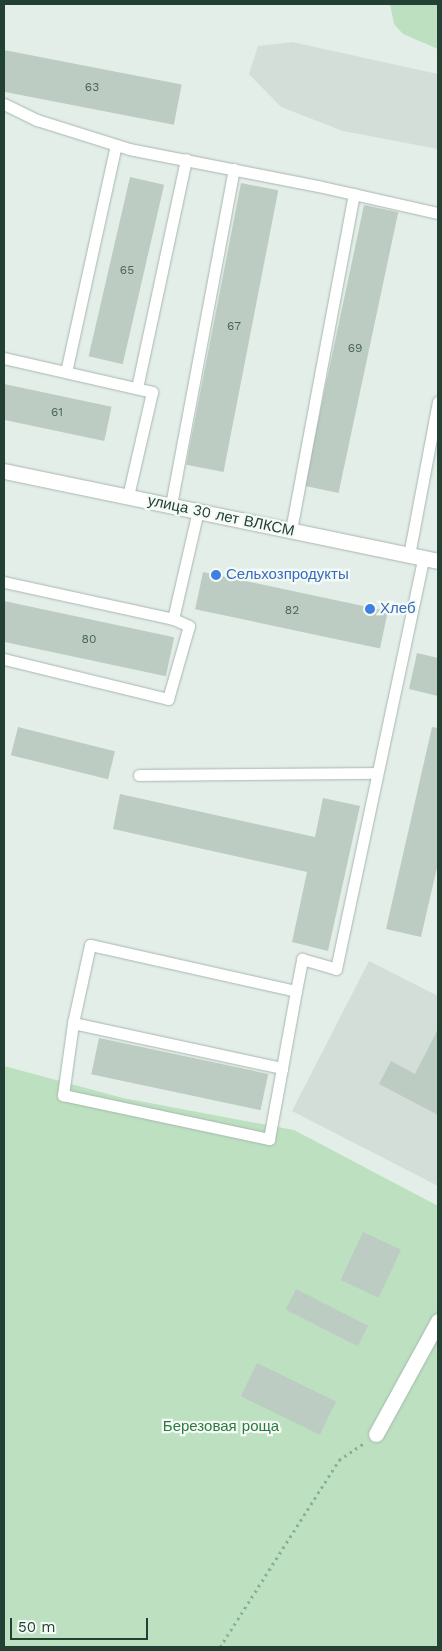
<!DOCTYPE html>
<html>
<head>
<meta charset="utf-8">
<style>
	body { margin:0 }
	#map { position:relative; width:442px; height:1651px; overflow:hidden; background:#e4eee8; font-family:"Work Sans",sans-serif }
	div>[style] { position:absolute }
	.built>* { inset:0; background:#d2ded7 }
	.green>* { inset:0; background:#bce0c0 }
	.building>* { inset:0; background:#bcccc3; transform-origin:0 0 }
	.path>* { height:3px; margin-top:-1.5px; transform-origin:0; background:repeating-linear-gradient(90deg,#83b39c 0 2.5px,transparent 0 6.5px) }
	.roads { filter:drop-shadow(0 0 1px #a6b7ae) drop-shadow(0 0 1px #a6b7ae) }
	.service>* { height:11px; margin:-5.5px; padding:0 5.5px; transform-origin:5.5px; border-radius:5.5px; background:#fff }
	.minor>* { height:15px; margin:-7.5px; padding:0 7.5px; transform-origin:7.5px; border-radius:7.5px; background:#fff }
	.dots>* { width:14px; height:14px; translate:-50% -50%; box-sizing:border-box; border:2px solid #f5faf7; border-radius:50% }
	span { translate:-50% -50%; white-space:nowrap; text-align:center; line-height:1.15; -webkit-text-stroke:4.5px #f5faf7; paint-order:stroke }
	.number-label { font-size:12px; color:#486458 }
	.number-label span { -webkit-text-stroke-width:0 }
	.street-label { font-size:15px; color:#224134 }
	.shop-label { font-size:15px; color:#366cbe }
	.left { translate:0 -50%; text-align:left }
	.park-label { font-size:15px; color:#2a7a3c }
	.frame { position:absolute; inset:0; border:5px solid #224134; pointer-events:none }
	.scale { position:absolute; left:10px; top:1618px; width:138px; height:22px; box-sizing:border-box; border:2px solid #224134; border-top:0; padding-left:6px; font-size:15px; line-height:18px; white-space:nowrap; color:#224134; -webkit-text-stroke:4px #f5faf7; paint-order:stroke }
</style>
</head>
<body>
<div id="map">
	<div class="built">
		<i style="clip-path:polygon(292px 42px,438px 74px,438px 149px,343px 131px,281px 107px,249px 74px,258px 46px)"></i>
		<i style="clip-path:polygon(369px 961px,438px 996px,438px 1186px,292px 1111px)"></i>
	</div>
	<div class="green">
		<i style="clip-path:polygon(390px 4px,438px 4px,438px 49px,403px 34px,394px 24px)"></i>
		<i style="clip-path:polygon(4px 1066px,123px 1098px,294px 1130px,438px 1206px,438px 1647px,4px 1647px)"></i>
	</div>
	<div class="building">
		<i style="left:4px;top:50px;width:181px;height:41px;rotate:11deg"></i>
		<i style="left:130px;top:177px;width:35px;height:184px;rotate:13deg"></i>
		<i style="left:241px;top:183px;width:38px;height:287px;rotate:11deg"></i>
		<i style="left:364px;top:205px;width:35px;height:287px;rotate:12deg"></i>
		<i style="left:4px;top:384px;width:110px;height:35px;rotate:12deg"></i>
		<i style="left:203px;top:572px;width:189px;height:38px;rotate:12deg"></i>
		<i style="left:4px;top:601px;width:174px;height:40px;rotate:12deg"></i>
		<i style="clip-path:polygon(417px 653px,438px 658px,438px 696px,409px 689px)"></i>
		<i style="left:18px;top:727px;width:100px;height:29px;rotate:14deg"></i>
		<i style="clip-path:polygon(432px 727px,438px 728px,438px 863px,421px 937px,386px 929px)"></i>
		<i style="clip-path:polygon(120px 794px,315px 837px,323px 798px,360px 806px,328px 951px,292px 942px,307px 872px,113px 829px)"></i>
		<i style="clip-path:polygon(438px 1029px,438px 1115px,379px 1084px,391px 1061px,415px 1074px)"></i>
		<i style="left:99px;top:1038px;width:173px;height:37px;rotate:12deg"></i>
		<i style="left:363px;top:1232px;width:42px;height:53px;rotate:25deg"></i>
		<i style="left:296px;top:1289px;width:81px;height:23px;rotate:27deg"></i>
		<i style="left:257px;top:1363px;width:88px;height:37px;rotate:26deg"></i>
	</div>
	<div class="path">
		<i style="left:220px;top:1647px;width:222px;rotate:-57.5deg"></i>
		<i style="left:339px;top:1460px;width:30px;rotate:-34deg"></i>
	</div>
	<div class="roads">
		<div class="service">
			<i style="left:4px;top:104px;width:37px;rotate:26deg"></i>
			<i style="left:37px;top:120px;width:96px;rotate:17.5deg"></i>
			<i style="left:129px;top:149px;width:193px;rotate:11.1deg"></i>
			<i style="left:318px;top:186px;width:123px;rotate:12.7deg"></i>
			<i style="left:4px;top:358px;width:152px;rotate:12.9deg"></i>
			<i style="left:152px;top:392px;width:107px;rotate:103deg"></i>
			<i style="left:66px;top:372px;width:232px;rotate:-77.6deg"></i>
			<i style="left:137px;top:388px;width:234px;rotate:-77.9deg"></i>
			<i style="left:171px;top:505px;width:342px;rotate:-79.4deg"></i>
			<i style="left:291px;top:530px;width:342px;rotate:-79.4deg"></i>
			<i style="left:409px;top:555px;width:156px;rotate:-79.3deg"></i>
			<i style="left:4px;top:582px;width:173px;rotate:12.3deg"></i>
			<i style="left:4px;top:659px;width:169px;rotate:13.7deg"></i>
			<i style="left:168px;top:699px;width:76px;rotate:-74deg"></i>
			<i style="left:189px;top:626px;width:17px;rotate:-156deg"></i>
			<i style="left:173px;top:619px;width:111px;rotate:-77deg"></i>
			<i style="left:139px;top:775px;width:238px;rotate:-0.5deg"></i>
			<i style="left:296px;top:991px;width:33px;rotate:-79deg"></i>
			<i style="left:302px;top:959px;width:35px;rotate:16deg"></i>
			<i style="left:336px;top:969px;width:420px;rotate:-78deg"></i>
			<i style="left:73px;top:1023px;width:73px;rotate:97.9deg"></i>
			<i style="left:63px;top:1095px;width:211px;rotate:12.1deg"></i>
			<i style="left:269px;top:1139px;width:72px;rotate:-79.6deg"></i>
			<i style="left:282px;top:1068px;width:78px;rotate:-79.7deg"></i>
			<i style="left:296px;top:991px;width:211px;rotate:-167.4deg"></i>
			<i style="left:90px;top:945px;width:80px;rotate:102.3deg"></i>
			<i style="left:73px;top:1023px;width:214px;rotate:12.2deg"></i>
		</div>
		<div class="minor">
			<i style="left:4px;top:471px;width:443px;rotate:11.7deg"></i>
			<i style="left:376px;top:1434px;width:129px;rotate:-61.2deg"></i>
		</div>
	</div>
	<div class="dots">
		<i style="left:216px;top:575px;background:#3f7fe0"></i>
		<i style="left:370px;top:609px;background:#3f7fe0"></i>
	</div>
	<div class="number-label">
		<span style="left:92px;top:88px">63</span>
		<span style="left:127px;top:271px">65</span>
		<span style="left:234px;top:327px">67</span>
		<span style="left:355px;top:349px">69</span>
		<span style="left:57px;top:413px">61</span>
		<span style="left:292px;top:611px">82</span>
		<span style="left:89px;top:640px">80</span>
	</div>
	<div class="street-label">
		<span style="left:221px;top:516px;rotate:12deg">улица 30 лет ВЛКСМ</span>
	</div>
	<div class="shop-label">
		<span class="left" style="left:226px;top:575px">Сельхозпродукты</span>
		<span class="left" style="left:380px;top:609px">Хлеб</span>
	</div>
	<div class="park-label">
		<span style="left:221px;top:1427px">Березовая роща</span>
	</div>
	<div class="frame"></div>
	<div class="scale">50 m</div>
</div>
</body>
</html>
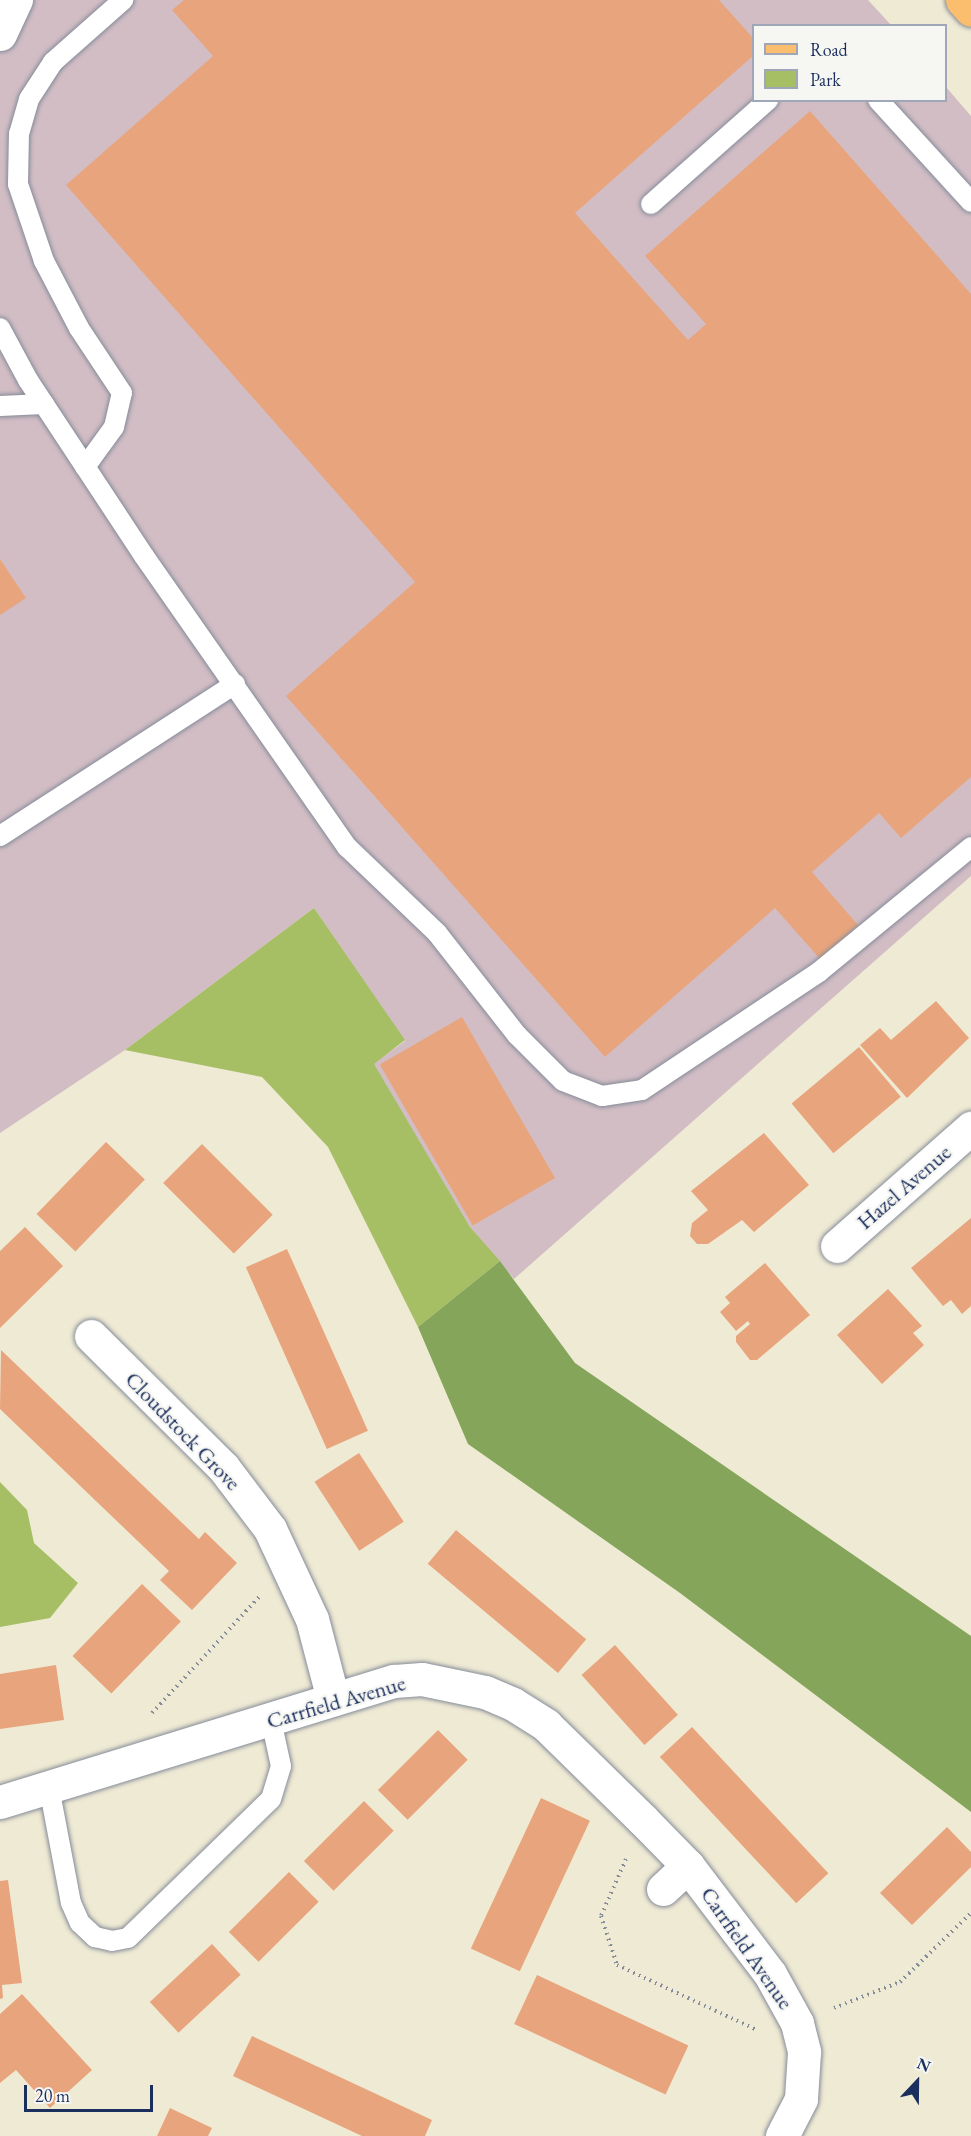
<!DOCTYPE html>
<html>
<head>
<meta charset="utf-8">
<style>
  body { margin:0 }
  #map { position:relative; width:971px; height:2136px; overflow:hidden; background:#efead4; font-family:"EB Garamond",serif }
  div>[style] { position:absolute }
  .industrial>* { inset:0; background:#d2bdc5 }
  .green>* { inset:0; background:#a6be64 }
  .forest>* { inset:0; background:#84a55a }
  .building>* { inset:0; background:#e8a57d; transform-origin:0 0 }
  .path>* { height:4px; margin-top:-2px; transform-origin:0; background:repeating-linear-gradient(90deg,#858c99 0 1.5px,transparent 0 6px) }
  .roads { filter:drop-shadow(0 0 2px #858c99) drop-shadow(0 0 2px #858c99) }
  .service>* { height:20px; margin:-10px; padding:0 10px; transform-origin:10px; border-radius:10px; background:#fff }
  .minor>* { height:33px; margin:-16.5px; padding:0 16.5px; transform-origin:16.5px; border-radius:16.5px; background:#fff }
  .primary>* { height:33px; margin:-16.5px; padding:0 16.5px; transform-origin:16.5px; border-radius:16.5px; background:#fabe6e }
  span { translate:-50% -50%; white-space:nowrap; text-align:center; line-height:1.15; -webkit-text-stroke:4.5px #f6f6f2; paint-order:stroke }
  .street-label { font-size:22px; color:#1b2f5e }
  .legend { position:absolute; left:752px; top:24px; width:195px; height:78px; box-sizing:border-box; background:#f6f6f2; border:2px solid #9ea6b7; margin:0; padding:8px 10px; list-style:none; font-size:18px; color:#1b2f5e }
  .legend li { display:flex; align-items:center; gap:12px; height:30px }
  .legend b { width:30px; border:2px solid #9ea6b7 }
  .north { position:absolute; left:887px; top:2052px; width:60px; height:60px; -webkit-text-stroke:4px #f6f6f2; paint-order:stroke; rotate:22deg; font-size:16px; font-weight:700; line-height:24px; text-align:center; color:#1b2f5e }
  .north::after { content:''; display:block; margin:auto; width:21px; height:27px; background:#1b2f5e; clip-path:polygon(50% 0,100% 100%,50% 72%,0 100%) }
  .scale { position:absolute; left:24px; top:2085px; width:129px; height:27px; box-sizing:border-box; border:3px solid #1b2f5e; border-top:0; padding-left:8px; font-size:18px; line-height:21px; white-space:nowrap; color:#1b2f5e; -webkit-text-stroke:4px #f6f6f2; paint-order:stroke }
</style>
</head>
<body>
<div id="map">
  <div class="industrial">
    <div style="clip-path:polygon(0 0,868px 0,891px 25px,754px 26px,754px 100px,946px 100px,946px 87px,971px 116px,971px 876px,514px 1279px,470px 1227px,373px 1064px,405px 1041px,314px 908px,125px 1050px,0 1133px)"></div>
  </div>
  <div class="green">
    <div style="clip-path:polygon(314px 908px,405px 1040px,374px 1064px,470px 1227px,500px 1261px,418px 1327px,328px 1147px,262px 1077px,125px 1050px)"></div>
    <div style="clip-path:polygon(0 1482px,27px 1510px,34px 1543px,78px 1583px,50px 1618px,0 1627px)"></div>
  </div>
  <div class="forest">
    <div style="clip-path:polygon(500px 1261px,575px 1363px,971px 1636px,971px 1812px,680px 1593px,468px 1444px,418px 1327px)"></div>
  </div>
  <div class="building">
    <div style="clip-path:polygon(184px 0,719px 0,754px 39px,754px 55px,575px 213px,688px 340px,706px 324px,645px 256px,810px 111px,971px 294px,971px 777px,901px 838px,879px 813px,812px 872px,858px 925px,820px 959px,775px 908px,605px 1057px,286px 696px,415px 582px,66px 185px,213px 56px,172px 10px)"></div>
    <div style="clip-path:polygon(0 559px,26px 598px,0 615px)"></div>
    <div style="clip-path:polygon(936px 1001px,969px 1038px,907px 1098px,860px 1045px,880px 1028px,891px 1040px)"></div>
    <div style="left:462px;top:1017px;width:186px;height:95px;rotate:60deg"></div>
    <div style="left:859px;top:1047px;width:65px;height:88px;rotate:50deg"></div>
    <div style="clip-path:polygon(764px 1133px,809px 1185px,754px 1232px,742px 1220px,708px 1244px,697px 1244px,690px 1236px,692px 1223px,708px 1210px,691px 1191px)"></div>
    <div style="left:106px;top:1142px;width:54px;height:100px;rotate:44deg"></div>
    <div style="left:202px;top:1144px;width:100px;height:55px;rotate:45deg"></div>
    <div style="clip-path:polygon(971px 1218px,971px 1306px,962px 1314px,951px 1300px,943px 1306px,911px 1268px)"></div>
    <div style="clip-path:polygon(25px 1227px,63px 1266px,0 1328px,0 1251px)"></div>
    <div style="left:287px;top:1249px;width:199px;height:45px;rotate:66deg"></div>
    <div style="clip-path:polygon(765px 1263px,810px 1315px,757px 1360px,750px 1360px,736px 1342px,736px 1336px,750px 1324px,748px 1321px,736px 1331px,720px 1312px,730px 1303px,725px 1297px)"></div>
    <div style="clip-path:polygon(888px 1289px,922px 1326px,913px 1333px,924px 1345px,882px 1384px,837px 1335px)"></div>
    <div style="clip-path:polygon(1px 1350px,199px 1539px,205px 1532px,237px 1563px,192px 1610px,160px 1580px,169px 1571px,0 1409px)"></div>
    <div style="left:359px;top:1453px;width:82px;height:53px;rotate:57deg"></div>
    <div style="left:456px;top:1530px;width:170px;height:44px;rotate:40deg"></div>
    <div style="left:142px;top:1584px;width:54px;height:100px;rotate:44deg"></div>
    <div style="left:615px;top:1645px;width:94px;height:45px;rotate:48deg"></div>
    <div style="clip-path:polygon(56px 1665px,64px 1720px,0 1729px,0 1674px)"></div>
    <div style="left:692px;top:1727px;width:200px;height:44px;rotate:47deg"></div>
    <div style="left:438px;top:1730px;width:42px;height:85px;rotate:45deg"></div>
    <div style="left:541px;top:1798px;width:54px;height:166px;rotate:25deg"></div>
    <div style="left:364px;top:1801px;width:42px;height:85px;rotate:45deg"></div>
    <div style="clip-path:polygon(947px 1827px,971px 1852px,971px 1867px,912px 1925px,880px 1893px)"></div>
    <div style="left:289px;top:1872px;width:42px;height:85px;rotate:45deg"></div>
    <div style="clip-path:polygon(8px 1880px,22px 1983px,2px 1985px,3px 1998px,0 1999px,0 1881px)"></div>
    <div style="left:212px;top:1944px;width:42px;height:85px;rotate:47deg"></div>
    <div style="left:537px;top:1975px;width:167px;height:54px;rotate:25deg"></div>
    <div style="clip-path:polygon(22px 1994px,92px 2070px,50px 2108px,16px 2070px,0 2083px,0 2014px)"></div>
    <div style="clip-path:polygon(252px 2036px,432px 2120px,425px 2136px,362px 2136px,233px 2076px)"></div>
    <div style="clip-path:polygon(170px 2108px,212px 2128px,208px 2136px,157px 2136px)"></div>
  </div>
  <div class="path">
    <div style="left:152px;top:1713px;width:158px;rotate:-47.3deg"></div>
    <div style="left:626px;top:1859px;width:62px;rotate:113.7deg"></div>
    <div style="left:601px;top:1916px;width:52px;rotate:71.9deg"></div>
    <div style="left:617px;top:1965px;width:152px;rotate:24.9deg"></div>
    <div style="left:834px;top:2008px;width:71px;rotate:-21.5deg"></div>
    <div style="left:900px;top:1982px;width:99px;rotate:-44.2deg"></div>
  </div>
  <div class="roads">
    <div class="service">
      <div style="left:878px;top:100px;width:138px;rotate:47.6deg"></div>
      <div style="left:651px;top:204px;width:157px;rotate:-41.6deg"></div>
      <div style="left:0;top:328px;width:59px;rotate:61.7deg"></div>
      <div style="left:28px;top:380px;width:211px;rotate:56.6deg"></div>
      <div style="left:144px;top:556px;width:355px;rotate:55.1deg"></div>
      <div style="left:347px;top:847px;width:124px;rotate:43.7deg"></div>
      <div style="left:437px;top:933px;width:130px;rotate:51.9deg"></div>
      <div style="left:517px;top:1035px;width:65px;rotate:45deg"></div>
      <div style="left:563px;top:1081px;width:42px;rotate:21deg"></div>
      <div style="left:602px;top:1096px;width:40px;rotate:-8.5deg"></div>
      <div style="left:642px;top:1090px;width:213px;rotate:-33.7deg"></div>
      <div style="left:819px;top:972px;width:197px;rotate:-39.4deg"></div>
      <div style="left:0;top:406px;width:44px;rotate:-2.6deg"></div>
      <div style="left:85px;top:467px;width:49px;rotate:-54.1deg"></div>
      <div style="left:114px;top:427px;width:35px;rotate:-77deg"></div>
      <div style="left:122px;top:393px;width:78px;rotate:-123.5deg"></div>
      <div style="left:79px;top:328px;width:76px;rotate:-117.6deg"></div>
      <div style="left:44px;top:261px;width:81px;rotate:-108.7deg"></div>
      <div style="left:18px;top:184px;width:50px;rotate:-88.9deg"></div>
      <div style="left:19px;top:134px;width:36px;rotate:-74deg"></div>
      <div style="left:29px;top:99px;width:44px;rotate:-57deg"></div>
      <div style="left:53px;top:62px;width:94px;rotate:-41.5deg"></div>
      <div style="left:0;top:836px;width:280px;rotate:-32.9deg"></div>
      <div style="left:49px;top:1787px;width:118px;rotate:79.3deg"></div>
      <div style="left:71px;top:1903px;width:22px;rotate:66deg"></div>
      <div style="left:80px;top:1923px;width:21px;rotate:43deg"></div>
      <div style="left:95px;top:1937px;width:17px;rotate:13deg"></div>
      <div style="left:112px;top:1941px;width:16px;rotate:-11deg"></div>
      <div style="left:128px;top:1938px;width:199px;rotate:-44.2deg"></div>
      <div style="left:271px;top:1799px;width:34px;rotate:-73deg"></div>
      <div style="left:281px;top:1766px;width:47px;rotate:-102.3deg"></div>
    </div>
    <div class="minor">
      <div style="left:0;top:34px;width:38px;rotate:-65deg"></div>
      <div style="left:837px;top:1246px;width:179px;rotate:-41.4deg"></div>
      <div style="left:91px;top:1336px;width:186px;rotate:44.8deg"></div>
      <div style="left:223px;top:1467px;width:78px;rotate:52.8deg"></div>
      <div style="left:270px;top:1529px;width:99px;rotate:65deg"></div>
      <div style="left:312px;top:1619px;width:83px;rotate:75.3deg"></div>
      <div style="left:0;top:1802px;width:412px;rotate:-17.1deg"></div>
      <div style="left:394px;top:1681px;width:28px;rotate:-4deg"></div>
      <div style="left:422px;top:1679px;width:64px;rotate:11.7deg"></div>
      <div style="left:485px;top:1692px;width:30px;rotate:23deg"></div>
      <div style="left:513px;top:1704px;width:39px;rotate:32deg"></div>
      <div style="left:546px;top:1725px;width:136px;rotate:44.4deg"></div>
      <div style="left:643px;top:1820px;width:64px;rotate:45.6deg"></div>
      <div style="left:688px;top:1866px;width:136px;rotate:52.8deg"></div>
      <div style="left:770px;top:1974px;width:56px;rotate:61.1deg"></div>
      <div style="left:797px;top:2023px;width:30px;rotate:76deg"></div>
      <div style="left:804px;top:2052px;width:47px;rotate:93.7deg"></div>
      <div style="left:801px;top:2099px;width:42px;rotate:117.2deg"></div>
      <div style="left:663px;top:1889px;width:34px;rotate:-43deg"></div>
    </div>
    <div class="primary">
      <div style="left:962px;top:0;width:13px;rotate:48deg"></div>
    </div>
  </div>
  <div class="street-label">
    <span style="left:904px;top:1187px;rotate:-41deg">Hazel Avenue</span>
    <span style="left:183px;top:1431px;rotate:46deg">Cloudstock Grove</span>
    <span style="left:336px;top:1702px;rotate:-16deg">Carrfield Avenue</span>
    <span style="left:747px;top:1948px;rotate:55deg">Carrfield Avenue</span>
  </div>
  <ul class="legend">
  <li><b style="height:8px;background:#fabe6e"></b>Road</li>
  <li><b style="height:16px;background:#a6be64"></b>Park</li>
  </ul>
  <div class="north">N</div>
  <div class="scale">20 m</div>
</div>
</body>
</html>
--------
Return every line of the material in which the word "roads" is found.

Written solution:
	.roads { filter:drop-shadow(0 0 1px #a6b7ae) drop-shadow(0 0 1px #a6b7ae) }
	<div class="roads">
  .roads { filter:drop-shadow(0 0 2px #858c99) drop-shadow(0 0 2px #858c99) }
  <div class="roads">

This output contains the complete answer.